HDI PCB

What Is an HDI PCB?

High Density Interconnect (HDI) PCBs are a class of printed circuit boards that use advanced manufacturing techniques — including laser-drilled microvias, fine line widths and spacings (typically below 100 micrometers), and sequential lamination processes — to achieve significantly higher wiring density than conventional PCBs. HDI technology enables designers to route more connections in less board area, making it essential for compact, high-performance products like smartphones, wearable devices, medical implants, and advanced computing systems where board real estate is severely constrained.
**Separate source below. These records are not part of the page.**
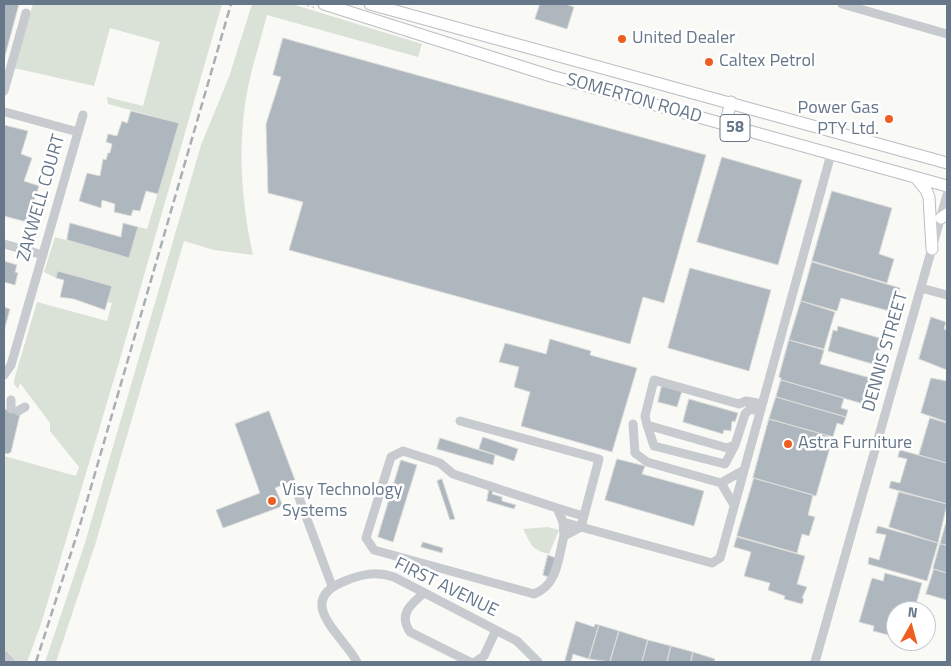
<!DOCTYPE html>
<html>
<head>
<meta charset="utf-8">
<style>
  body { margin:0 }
  #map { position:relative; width:951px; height:666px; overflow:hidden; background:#f9f9f6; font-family:"Titillium Web",sans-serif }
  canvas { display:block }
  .frame { position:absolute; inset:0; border:5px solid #667789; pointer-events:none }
  .north { position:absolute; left:886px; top:601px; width:50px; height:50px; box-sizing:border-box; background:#fff; border:1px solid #c2c9d0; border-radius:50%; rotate:7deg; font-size:14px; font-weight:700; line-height:20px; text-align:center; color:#667789 }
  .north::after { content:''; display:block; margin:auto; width:18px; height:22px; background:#ef5e21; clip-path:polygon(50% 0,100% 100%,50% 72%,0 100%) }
</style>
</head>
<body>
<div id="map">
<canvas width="951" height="666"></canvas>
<div class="frame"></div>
<div class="north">N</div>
</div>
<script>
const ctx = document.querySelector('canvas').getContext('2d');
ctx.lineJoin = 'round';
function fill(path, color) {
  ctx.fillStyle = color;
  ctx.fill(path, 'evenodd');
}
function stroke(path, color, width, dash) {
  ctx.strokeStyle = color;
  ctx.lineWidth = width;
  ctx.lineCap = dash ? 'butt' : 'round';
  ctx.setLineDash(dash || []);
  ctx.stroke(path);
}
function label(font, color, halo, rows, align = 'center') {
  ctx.font = font + ' "Titillium Web",sans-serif';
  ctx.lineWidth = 5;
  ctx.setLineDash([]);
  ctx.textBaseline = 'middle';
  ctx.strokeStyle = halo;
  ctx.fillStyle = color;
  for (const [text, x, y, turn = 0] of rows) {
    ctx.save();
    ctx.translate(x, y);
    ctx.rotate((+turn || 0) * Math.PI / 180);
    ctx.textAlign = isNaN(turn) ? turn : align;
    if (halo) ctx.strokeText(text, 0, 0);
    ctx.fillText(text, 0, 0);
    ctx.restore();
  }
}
const green = new Path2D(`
  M33,4H222L120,359L41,624L27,662H14L9,653L4,649V456L76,476L79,467L50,431V423L20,383L18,389L14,384V380L37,302L107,321L112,303L108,302L112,286L59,271L56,278L44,272L55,237L129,258L138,227L147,229L179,123L108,104L107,97L143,106L160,42L110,28L94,86L14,68Z
  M252,4H292L422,44L418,57L267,15C261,39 253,63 248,87C237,143 241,200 253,255L214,250L184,241L95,545L56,662H45L84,546L201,145L229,77Z
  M548,527L559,530L549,554C530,549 532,545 523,529Z`);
const building = new Path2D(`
  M4,4H19L4,60Z
  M540,4H565L574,7L567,29L535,19Z
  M283,38L706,155L664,303L643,297L630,344L289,250L303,202L268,193L266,124L281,77L273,75Z
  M131,111L179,123L158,194L146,191L140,211L133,210L131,216L114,212L115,204L102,200L101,208L79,201L87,173L100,176L103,159L106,160L108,153H110L112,144L106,142L108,134L117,136L122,121L127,123Z
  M4,125L28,131L21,154L32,158L24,181L39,186L27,222L4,216Z
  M722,157L802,180L778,265L697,242Z
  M832,191L892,208L879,254L894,259L887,283L812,261Z
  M70,223L121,237L123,223L138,227L129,258L67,240Z
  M4,261L17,265L15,272L18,273L15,285L4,282Z
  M812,262L900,288L893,312L841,298L837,311L801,301Z
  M690,268L771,290L749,371L668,348Z
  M58,271L112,286L105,310L74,299L60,297L64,280L56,278Z
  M801,301L835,312L824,349L789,340Z
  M4,307L10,309L4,331Z
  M931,317L946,322L944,329L947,330V370L919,359Z
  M838,326L883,339L876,365L828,351L833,330L837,331Z
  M550,339L591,351L590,355L637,368L612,452L521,426L530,392L514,387L519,367L499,362L505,343L546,354Z
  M789,340L824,350L820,364L874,379L867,405L781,380V378L779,377Z
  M931,378L947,381V422L921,413Z
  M781,380L844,398L841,408L848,410L846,417L776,397Z
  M662,385L682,391L677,407L658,402Z
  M776,397L846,417L843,425L837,423L833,437L769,419Z
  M689,399L738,413L735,422L732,421L731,431L724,430L723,434L683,422Z
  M4,409L20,414L11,452L8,454L4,453Z
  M269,411L295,480L275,488L283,506L223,528L216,510L260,493L235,424Z
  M930,418L947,423V463L919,455Z
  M769,419L833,437L816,496L753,478Z
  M483,437L518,449L514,461L479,449Z
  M440,438L495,455L493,465L437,449Z
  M900,450L947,463V504L889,488L891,481L900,483L907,459L898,457Z
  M617,459L645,466L642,474L704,491L694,526L605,500Z
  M401,460L417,465L393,542L378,537Z
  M754,478L813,495L808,515L815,517L809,536L802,534L797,553L737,536Z
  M442,479L455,519L450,520L437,481Z
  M489,489L493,490L492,494L502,497V501L516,505L514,509L487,501Z
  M899,492L947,504L938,543L889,527Z
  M947,519V545L940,544Z
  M878,526L938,543L927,581L868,564L869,557L879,560L886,535L876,533Z
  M737,537L805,556L797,584L807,587L802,598L804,599L802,604L784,599L785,596L768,590L770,583L744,576L751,552L734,547Z
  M423,542L443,548L442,553L421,547Z
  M940,544L947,545V573L933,569Z
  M548,555L556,558L550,578L543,575Z
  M934,569L947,573V600L926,594Z
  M885,573L922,583L914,611H896V637L873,631L874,626L859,622L872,578L883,581Z
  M576,621L594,627L595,624L599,625L589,659L573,654L571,662L565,661Z
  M599,625L619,631L610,662L589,659Z
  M619,631L648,640L642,662H610Z
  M648,640L671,646L667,662H642Z
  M671,646L693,652L691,662H667Z
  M693,652L715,659L714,662H691Z`);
const path = new Path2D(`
  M302,4L316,8`);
const minor = new Path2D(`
  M842,4L947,34
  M4,91L26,13
  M5,112L78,132
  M4,244L43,255
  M921,288L947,295
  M4,375L11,365L83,115
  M11,409V400
  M18,411L25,407
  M760,411L750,409L745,414L735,445L727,448L647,425L645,416L654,380L739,404L746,401L762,404
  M460,421L599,459L581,527L563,522
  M633,424L635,453L647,462L721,483L744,470
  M647,425L654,446L725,464L735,445
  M721,483L734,505
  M295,487L332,586
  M557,508L583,516
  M564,536L563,522L557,508L453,474L440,463L403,451L391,457L366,538L374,550L534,594C558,585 558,558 564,536L581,527L712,563L720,558L831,154
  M424,593C411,604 398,614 410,632L470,662
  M4,655L10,662
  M357,662C343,635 293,601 345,581C362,574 376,571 394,577L517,641L538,662
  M475,662L484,656L496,630
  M815,662L947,195`);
const major = new Path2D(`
  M324,4L551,76L947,186
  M370,4L947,163
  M725,125L731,102
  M917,179L926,190L929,197L932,249
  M941,218L947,214`);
const rail = new Path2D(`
  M36,662L80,525L231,4`);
const markers = [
  [622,39,5,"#ef5e21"],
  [709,62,5,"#ef5e21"],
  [889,119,5,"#ef5e21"],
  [788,444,5,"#ef5e21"],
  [272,501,5,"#ef5e21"]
];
const shields = [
  [735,128,30]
];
const shieldNames = [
  ["58",735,128]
];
const poiNames = [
  ["United Dealer",632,39],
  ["Caltex Petrol",719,62],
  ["Power Gas",879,109,"right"],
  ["PTY Ltd.",879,130,"right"],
  ["Astra Furniture",798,444],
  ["Visy Technology",282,491],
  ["Systems",282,512]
];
const streetNames = [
  ["SOMERTON ROAD",634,99,16],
  ["ZAKWELL COURT",42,198,-74],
  ["DENNIS STREET",886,352,-74],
  ["FIRST AVENUE",446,588,26]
];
fill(green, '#dae1d7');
fill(building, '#afb7be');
stroke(building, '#dbdbd9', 1);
stroke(major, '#babec2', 13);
stroke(path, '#c0c3c5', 1, [2.5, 2.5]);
stroke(minor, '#c7cace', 9);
stroke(major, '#fff', 11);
stroke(rail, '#a9aeb5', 2.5, [8, 4]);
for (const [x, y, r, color] of markers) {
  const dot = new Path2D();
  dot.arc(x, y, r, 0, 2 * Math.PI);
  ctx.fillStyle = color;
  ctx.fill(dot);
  stroke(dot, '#fff', 2);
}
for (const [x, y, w] of shields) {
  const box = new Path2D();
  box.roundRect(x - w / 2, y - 13.5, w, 27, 4);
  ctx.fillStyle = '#fff';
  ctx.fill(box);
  stroke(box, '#667789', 1);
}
label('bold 16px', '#667789', null, shieldNames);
label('18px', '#667789', '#fff', poiNames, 'left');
label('18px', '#667789', '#fff', streetNames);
</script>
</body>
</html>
HDI boards are classified by their via structure complexity. A basic HDI design might use a single layer of microvias on each side (1+N+1 construction), while more advanced configurations include two or more microvia layers (2+N+2, 3+N+3) and may incorporate stacked microvias for maximum vertical density. The design rules for HDI boards are significantly tighter than for conventional PCBs, requiring specialized EDA tool settings, experienced layout engineers, and fabrication partners with proven HDI process capabilities.
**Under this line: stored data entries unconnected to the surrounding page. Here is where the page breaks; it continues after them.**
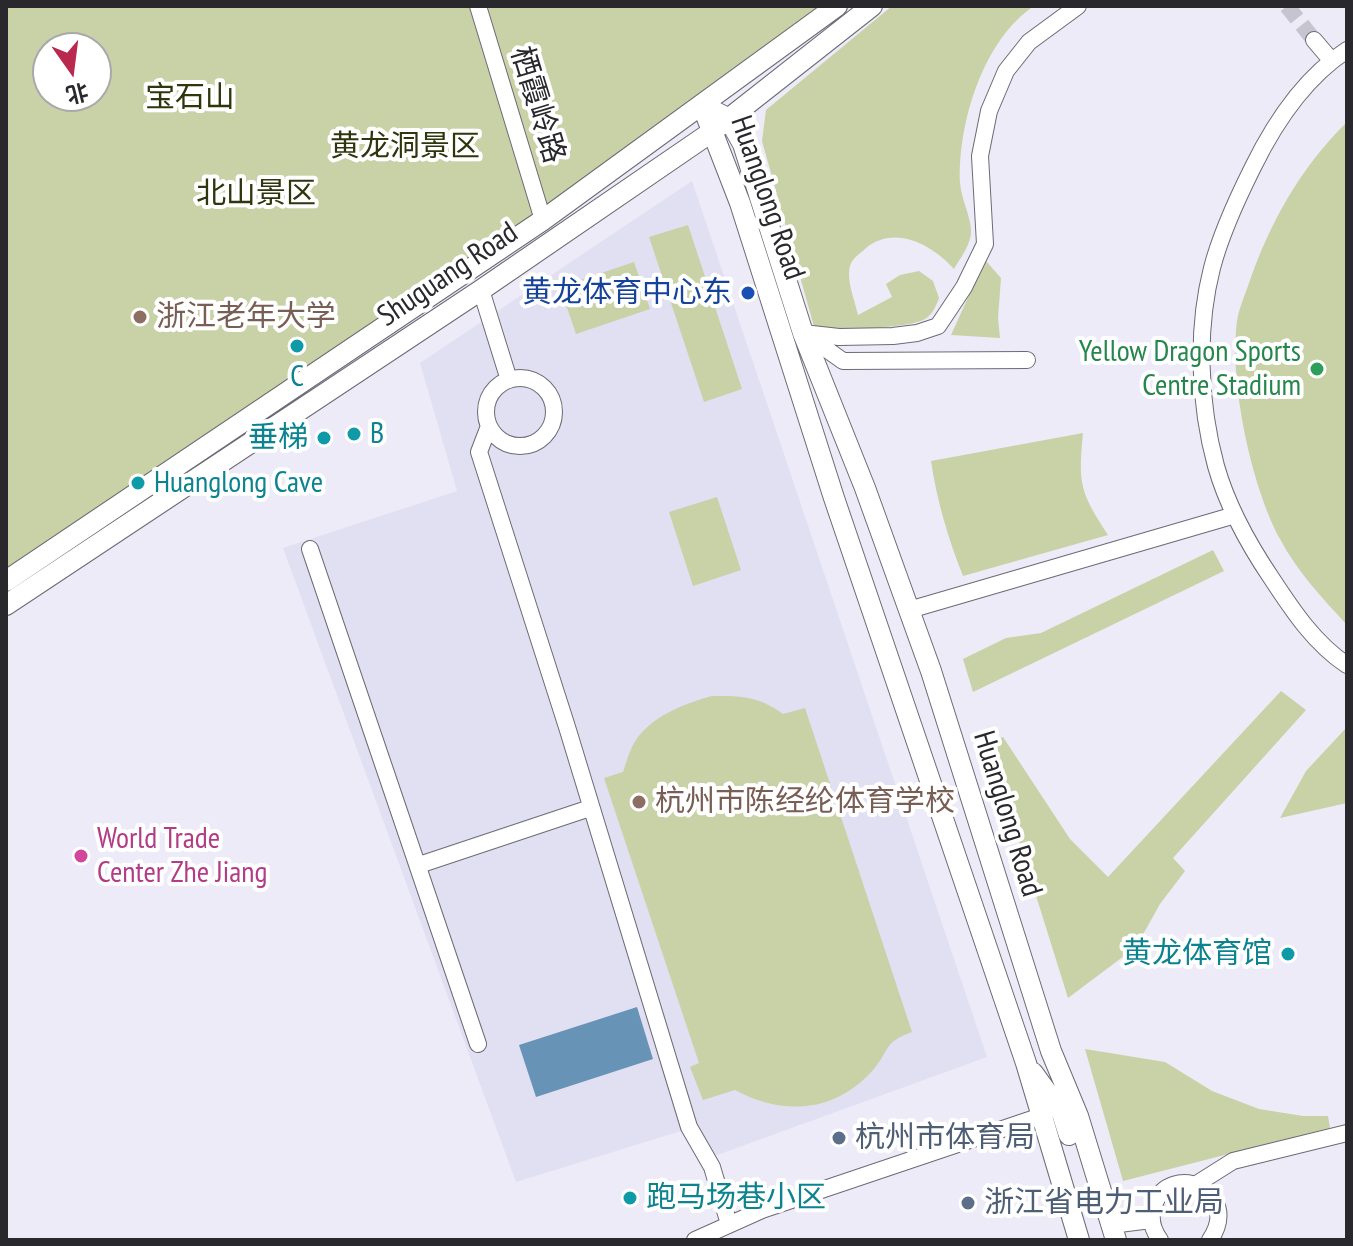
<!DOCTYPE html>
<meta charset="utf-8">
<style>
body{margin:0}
#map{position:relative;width:1353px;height:1246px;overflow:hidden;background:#edebf8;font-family:"PT Sans Narrow","Noto Sans SC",sans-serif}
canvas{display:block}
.frame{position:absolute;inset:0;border:8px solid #29292d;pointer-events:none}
.north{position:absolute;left:32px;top:32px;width:80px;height:80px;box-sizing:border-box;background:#fff;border:2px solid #a9a9ab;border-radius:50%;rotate:166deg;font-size:22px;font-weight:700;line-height:32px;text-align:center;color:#29292d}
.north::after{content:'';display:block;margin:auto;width:28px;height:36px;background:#b9284d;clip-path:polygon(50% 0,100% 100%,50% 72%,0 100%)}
</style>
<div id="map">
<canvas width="1353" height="1246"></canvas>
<div class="frame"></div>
<div class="north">北</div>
</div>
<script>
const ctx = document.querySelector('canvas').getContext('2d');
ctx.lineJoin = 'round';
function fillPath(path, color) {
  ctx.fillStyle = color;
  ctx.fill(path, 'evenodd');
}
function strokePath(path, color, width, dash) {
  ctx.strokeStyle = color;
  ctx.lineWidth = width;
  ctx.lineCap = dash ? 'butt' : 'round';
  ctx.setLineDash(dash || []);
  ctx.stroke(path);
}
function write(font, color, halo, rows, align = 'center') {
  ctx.font = font + ' "PT Sans Narrow","Noto Sans SC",sans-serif';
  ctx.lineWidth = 8;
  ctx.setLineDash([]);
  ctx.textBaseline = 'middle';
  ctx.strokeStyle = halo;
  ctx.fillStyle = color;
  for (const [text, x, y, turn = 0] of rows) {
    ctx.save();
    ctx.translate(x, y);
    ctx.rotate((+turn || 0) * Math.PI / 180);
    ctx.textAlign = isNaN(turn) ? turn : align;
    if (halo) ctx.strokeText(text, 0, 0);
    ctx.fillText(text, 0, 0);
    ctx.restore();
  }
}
const built = new Path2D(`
 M 692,181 L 987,1057 L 709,1158 L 697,1126 L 516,1182 L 283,548 L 457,491 L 420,363 Z`);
const green = new Path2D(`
 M 6,6 L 851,6 L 631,169 L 6,592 ZM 48,48 L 96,48 L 96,96 L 48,96 Z
 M 892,6 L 1034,6 C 983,40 958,123 960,182 C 961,199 970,214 971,230 C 972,243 960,259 954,269 C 933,246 896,224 866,248 C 860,254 852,258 850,266 C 846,280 855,301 858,315 L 892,297 L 886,284 L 900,275 L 919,271 L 933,281 L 939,298 C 936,306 933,314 925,319 C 905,330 840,328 815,330 L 762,141 L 766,110 Z
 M 1347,122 L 1347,625 C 1323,599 1296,570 1280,539 C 1251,485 1229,381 1237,321 C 1239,309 1244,297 1248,286 C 1269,224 1300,168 1347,122 Z
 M 688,225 L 742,389 L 704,402 L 649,237 Z
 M 985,260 L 1001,278 L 998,318 L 1000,338 L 951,335 Z
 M 634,262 L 650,309 L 576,334 L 560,287 Z
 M 1083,433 C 1078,484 1080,492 1108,535 L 963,576 C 948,538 937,501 931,461 Z
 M 717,497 L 741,570 L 693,586 L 669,512 Z
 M 1213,550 L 1224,571 L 973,692 L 963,659 L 1006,638 L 1041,633 Z
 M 1281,691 L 1306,710 L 1173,858 L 1185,871 L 1160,904 L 1136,947 L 1068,998 L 988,742 L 1003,737 L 1070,839 L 1108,877 Z
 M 712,696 C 742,696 758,696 783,714 L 805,708 L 912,1032 C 882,1043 891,1049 873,1070 C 835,1113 783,1116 735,1090 L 703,1100 L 690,1067 L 699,1063 L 604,778 L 623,772 C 626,764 628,755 632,747 C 646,718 683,704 712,696 Z
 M 1347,727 L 1347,803 L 1280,818 L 1306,771 Z
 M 1085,1049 L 1165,1062 L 1212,1091 L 1259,1109 L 1303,1116 L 1328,1116 L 1330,1128 L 1123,1181 Z`);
const water = new Path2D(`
 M 637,1007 L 653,1059 L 536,1097 L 519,1045 Z`);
const minorTunnel = new Path2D(`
 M 1287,6 L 1314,40`);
const minor = new Path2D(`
 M 478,6 L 543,220
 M 1314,40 L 1331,60
 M 1347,50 C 1304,78 1275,122 1253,167 C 1237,199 1221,233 1212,268 C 1196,330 1199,404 1216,466 C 1227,505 1249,545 1272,579 C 1293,611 1315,644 1347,665
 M 481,290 L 509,380
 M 803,333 L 839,337 L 893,336 L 917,333 L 938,326 L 964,287 L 985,244 L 980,156 L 989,111 L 1006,71 L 1029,42 L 1078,6
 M 805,334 L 843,361 L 1027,360
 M486 412a34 34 0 1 1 68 0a34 34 0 1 1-68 0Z
 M 489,426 L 479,452 L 567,727 L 689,1127 L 712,1167 L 729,1224
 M 310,549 L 478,1044
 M 909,610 L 1235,515
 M 419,865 L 590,808
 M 1195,1185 L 1233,1161 L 1347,1133
 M 1111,1225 L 1151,1220
 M 695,1240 L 762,1210 L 1041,1116
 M 1160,1240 C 1152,1229 1149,1218 1154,1205 C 1170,1160 1243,1191 1210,1240`);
const major = new Path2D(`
 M 702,105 L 729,119 L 743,144 L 803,333 L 865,488 L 931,671 L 1051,1051 L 1078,1116 L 1116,1240
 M 702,105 L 740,203 L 834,498 L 1026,1063 L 1079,1240
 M 6,581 L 543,220 L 837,6
 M 6,605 L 481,290 L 713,131 L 872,6
 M 1033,1073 L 1062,1113 L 1069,1135`);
const markers = [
 [748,293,8,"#1a4fb4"],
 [140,317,8,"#8d6e63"],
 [297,346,8,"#0f9aa8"],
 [1317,369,8,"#2e9e5b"],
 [354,434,8,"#0f9aa8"],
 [324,438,8,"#0f9aa8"],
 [138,483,8,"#0f9aa8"],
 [639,802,8,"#8d6e63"],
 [81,856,8,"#d1479c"],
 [1288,954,8,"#0f9aa8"],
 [839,1138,8,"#5c6f8a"],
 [630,1198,8,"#0f9aa8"],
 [968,1203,8,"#5c6f8a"]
];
const parkNames = [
 ["宝石山",190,98],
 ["黄龙洞景区",405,147],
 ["北山景区",256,194]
];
const streetNames = [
 ["栖霞岭路",537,105,73],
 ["Huanglong Road",767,198,71],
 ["Shuguang Road",448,275,-34],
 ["Huanglong Road",1007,814,73]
];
const transitNames = [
 ["黄龙体育中心东",732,293]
];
const educationNames = [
 ["浙江老年大学",156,317],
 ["杭州市陈经纶体育学校",655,802]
];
const leisureNames = [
 ["Yellow Dragon Sports",1301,352],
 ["Centre Stadium",1301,386]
];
const cultureNames = [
 ["C",297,377,"center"],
 ["B",370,434],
 ["垂梯",308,438,"right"],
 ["Huanglong Cave",154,483],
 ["黄龙体育馆",1272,954,"right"],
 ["跑马场巷小区",646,1198]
];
const hotelNames = [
 ["World Trade",97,839],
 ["Center Zhe Jiang",97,873]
];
const serviceNames = [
 ["杭州市体育局",855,1138],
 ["浙江省电力工业局",984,1203]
];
fillPath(built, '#e1dff2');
fillPath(green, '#c9d1a6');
fillPath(water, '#6793b6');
strokePath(minorTunnel, '#c6c4cf', 16, [16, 8]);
strokePath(minor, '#6c6a75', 18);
strokePath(major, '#6c6a75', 22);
strokePath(minor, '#fff', 16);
strokePath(major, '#fff', 20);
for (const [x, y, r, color] of markers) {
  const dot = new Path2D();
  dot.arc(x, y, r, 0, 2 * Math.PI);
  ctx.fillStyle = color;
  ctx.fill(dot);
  strokePath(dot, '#fff', 3);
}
write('30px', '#2f350c', '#fff', parkNames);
write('30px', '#29292d', '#fff', streetNames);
write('30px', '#164399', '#fff', transitNames, 'right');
write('30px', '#785e54', '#fff', educationNames, 'left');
write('30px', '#27864d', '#fff', leisureNames, 'right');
write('30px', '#0d838f', '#fff', cultureNames, 'left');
write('30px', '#b23c85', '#fff', hotelNames, 'left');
write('30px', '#4e5e75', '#fff', serviceNames, 'left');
</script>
AI Layout for HDI Complexity

HDI PCB layout is among the most challenging and time-consuming work in the industry, requiring expert-level knowledge of microvia rules, sequential lamination constraints, and fine-line routing techniques. Physics-driven AI layout engines are particularly well-suited to HDI challenges because they can systematically explore the complex design space — evaluating microvia placement, layer utilization, and routing density under tight HDI constraints — far more thoroughly than manual iteration allows. This enables teams to tackle HDI designs with greater confidence and speed, even when experienced HDI layout specialists are unavailable.